• **Problem to solve**:
Give back every entry precisely as written, without any of the images.

────────

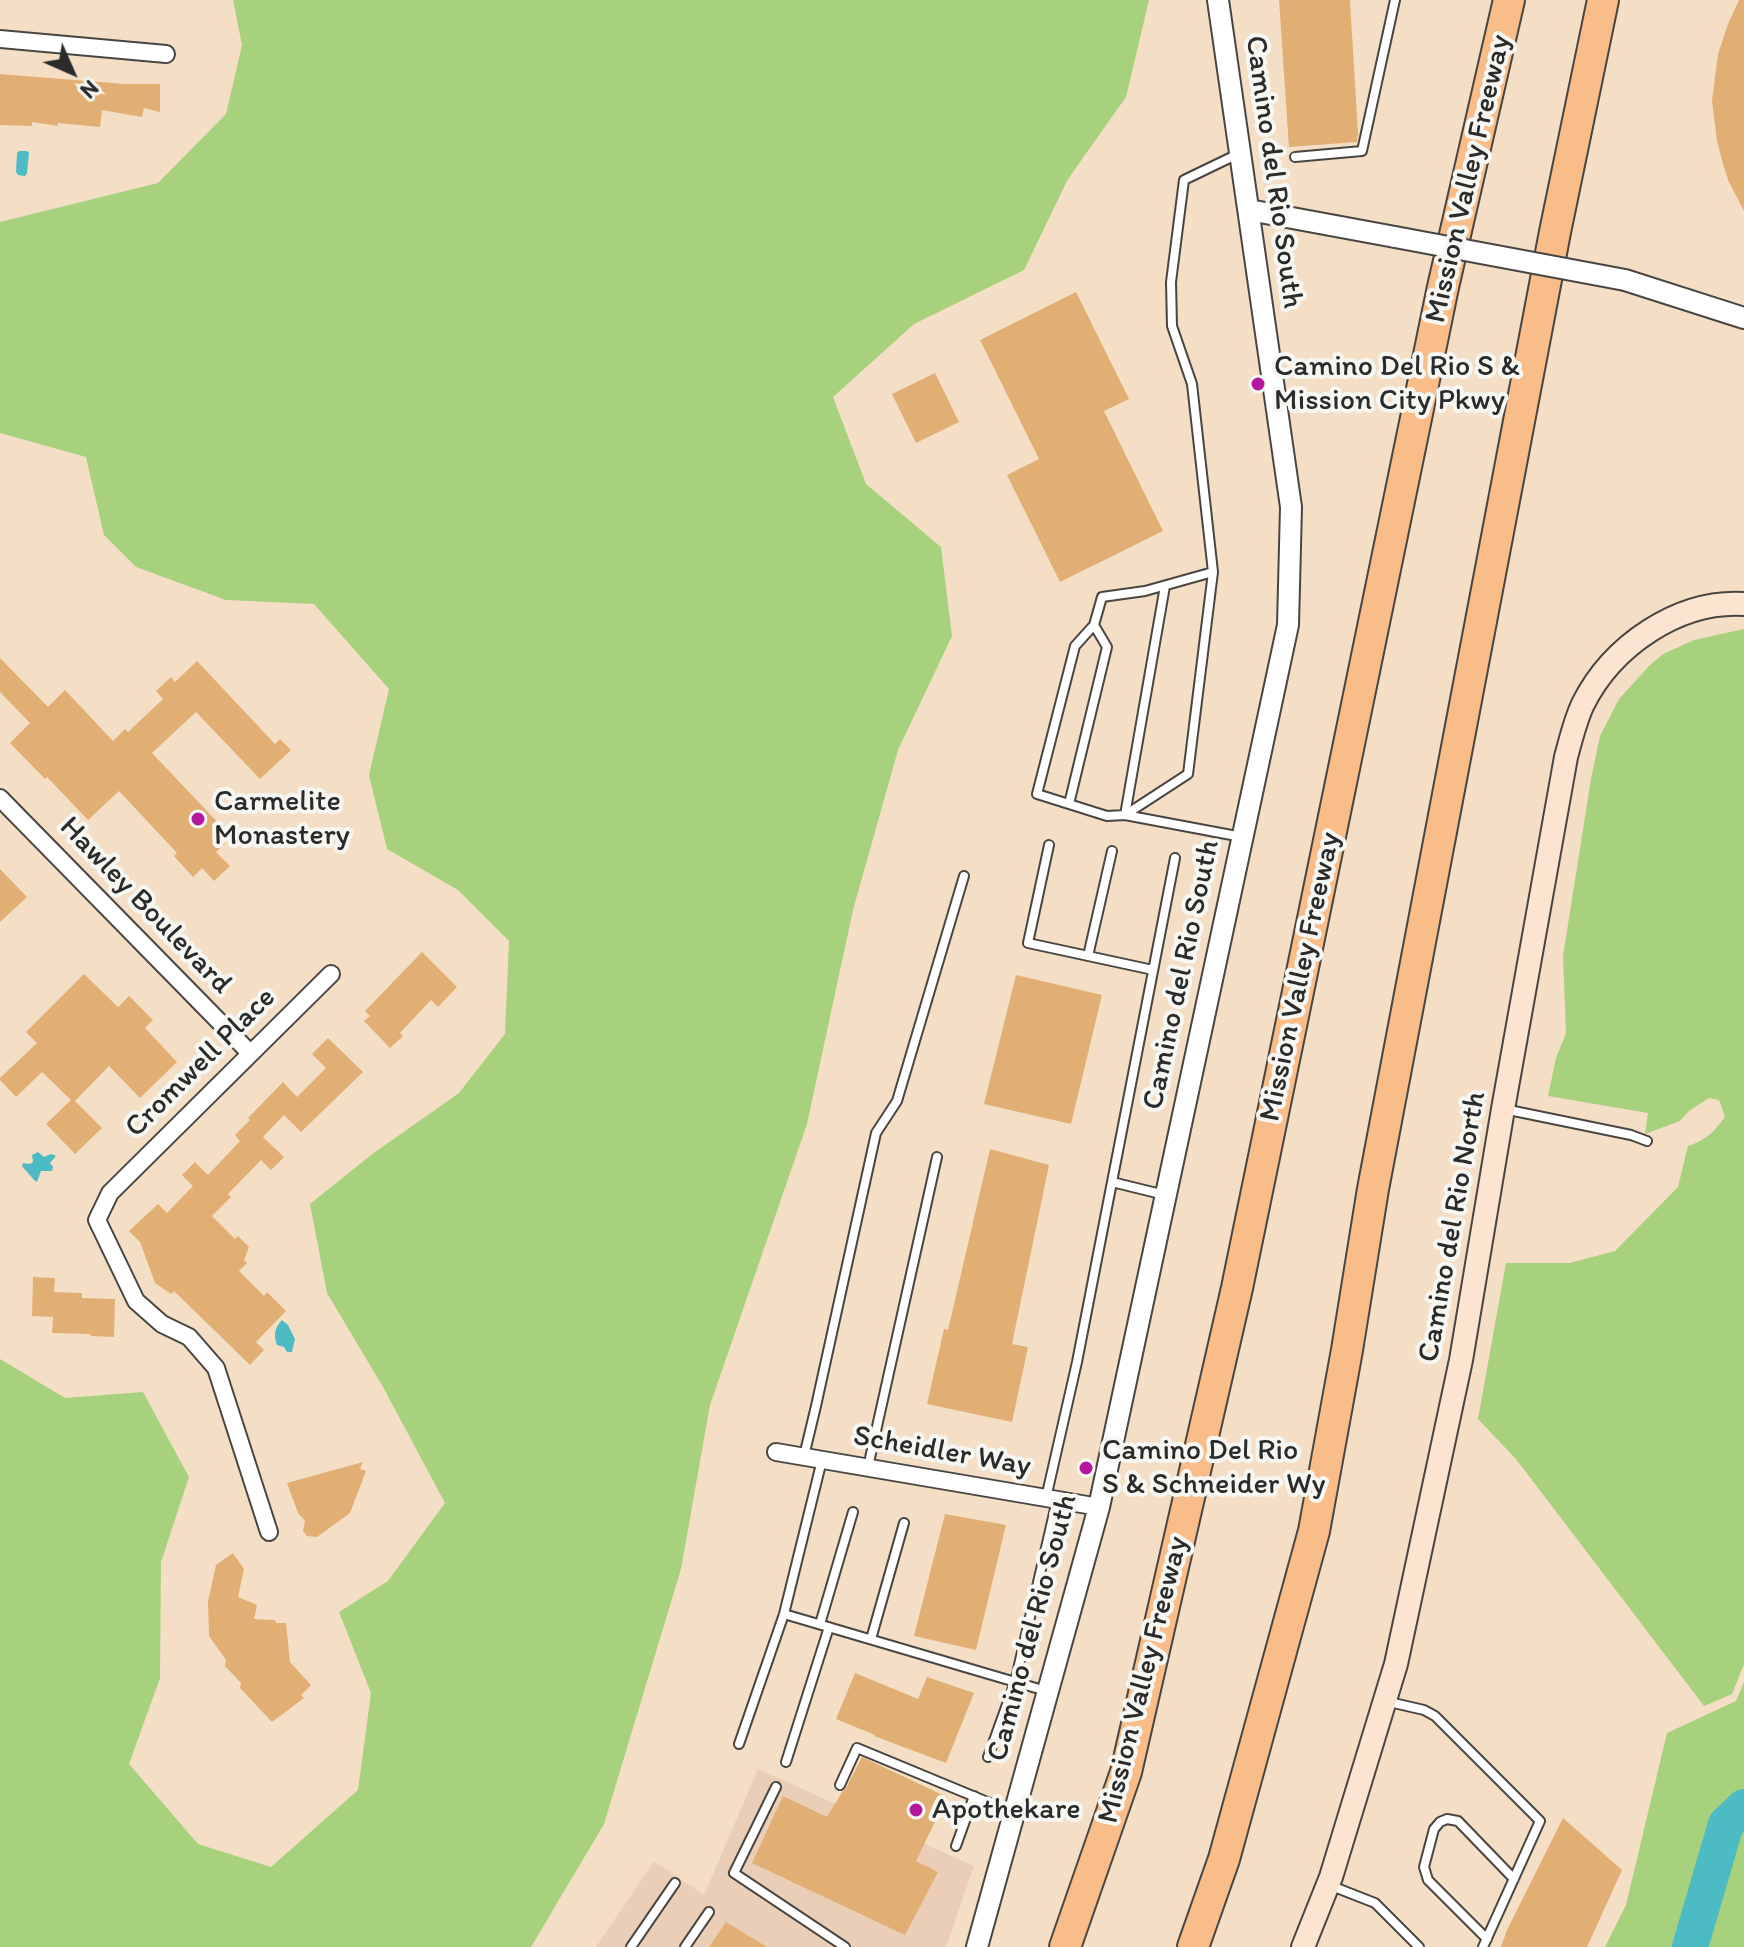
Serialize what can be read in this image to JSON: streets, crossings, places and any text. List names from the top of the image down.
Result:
{
  "streets": {
    "highway": ["Mission Valley Freeway"],
    "main road": ["Camino del Rio North"],
    "street": [
      "Camino del Rio South",
      "Hawley Boulevard",
      "Cromwell Place",
      "Scheidler Way"
    ]
  },
  "crossings": [
    ["Camino del Rio South", "Scheidler Way"],
    ["Hawley Boulevard", "Cromwell Place"]
  ],
  "places": [
    "Camino Del Rio S & Mission City Pkwy",
    "Carmelite Monastery",
    "Camino Del Rio S & Schneider Wy",
    "Apothekare"
  ],
  "north": "bottom right"
}
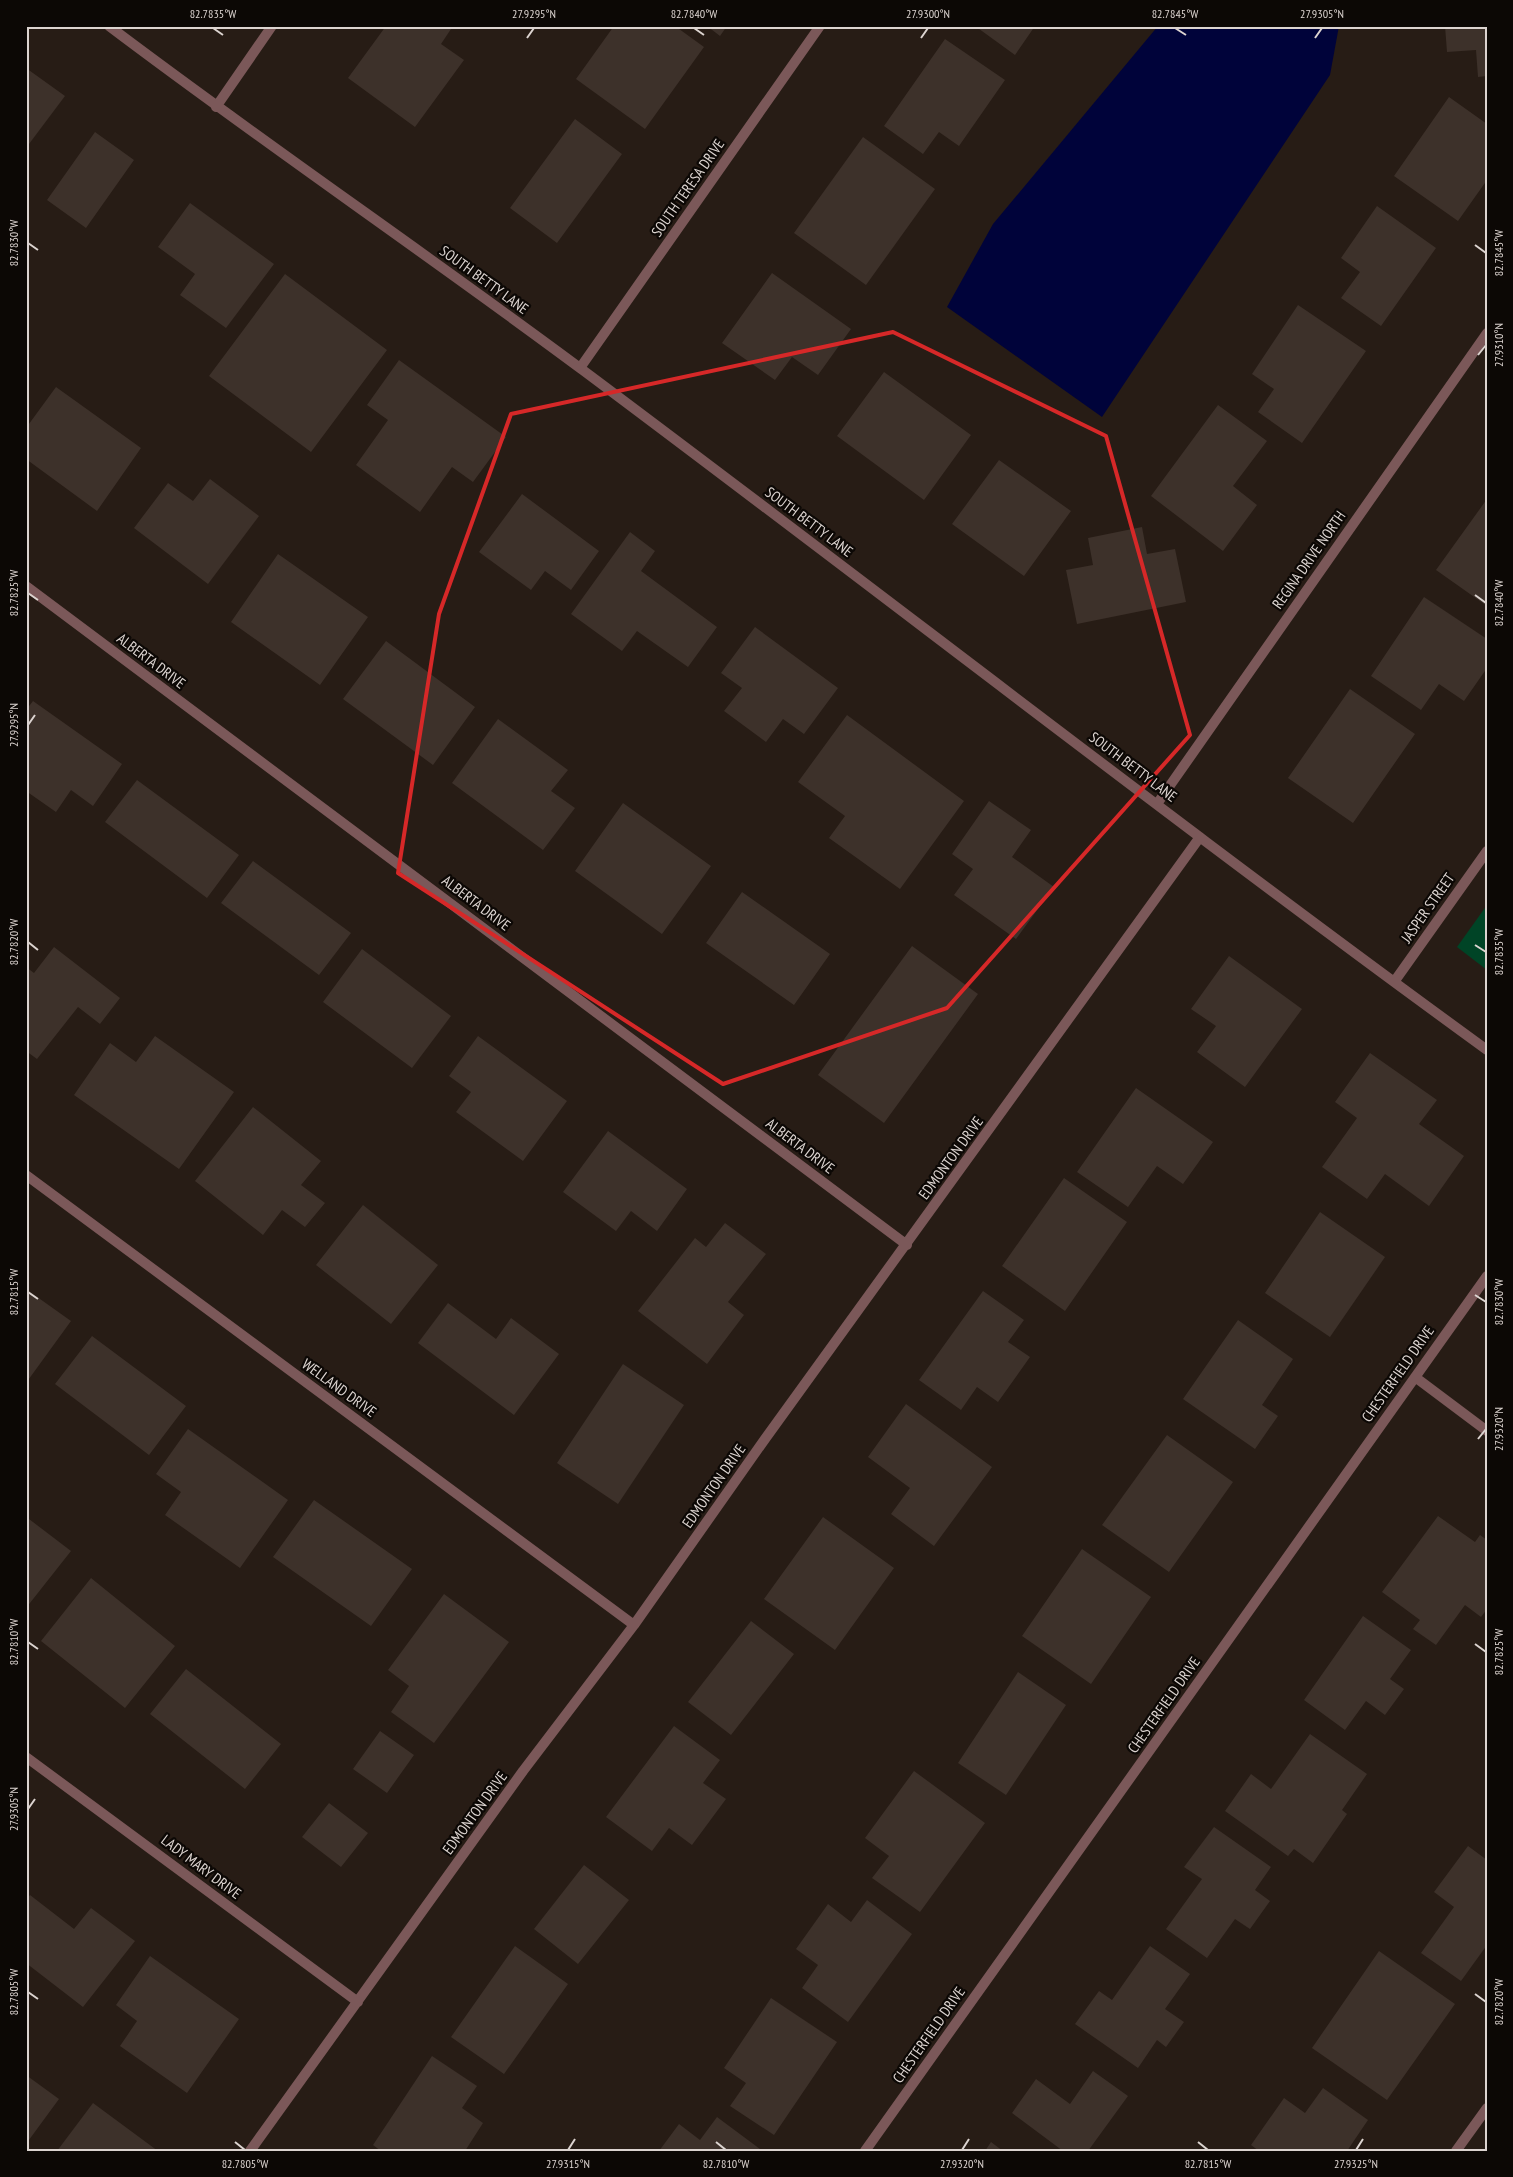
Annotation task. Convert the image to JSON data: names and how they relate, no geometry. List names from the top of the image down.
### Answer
{
  "streets": {
    "street": [
      "SOUTH TERESA DRIVE",
      "SOUTH BETTY LANE",
      "REGINA DRIVE NORTH",
      "ALBERTA DRIVE",
      "JASPER STREET",
      "EDMONTON DRIVE",
      "CHESTERFIELD DRIVE",
      "WELLAND DRIVE",
      "LADY MARY DRIVE"
    ]
  },
  "crossings": [
    ["SOUTH TERESA DRIVE", "SOUTH BETTY LANE"],
    ["SOUTH BETTY LANE", "REGINA DRIVE NORTH"],
    ["SOUTH BETTY LANE", "JASPER STREET"],
    ["SOUTH BETTY LANE", "EDMONTON DRIVE"],
    ["ALBERTA DRIVE", "EDMONTON DRIVE"],
    ["EDMONTON DRIVE", "WELLAND DRIVE"],
    ["EDMONTON DRIVE", "LADY MARY DRIVE"]
  ],
  "coordinates": [
    "82.7835°W",
    "27.9295°N",
    "82.7840°W",
    "27.9300°N",
    "82.7845°W",
    "27.9305°N",
    "82.7830°W",
    "27.9310°N",
    "82.7825°W",
    "82.7820°W",
    "82.7815°W",
    "27.9320°N",
    "82.7810°W",
    "82.7805°W",
    "27.9315°N",
    "27.9325°N"
  ]
}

────────

• **Answer**:
Serialize what can be read in this image to JSON: streets, crossings, places and any text. List names from the top of the image down.
Result:
{
  "streets": {
    "highway": ["Mission Valley Freeway"],
    "main road": ["Camino del Rio North"],
    "street": [
      "Camino del Rio South",
      "Hawley Boulevard",
      "Cromwell Place",
      "Scheidler Way"
    ]
  },
  "crossings": [
    ["Camino del Rio South", "Scheidler Way"],
    ["Hawley Boulevard", "Cromwell Place"]
  ],
  "places": [
    "Camino Del Rio S & Mission City Pkwy",
    "Carmelite Monastery",
    "Camino Del Rio S & Schneider Wy",
    "Apothekare"
  ],
  "north": "bottom right"
}
Annotation task. Convert the image to JSON data: names and how they relate, no geometry. List names from the top of the image down.
### Answer
{
  "streets": {
    "street": [
      "SOUTH TERESA DRIVE",
      "SOUTH BETTY LANE",
      "REGINA DRIVE NORTH",
      "ALBERTA DRIVE",
      "JASPER STREET",
      "EDMONTON DRIVE",
      "CHESTERFIELD DRIVE",
      "WELLAND DRIVE",
      "LADY MARY DRIVE"
    ]
  },
  "crossings": [
    ["SOUTH TERESA DRIVE", "SOUTH BETTY LANE"],
    ["SOUTH BETTY LANE", "REGINA DRIVE NORTH"],
    ["SOUTH BETTY LANE", "JASPER STREET"],
    ["SOUTH BETTY LANE", "EDMONTON DRIVE"],
    ["ALBERTA DRIVE", "EDMONTON DRIVE"],
    ["EDMONTON DRIVE", "WELLAND DRIVE"],
    ["EDMONTON DRIVE", "LADY MARY DRIVE"]
  ],
  "coordinates": [
    "82.7835°W",
    "27.9295°N",
    "82.7840°W",
    "27.9300°N",
    "82.7845°W",
    "27.9305°N",
    "82.7830°W",
    "27.9310°N",
    "82.7825°W",
    "82.7820°W",
    "82.7815°W",
    "27.9320°N",
    "82.7810°W",
    "82.7805°W",
    "27.9315°N",
    "27.9325°N"
  ]
}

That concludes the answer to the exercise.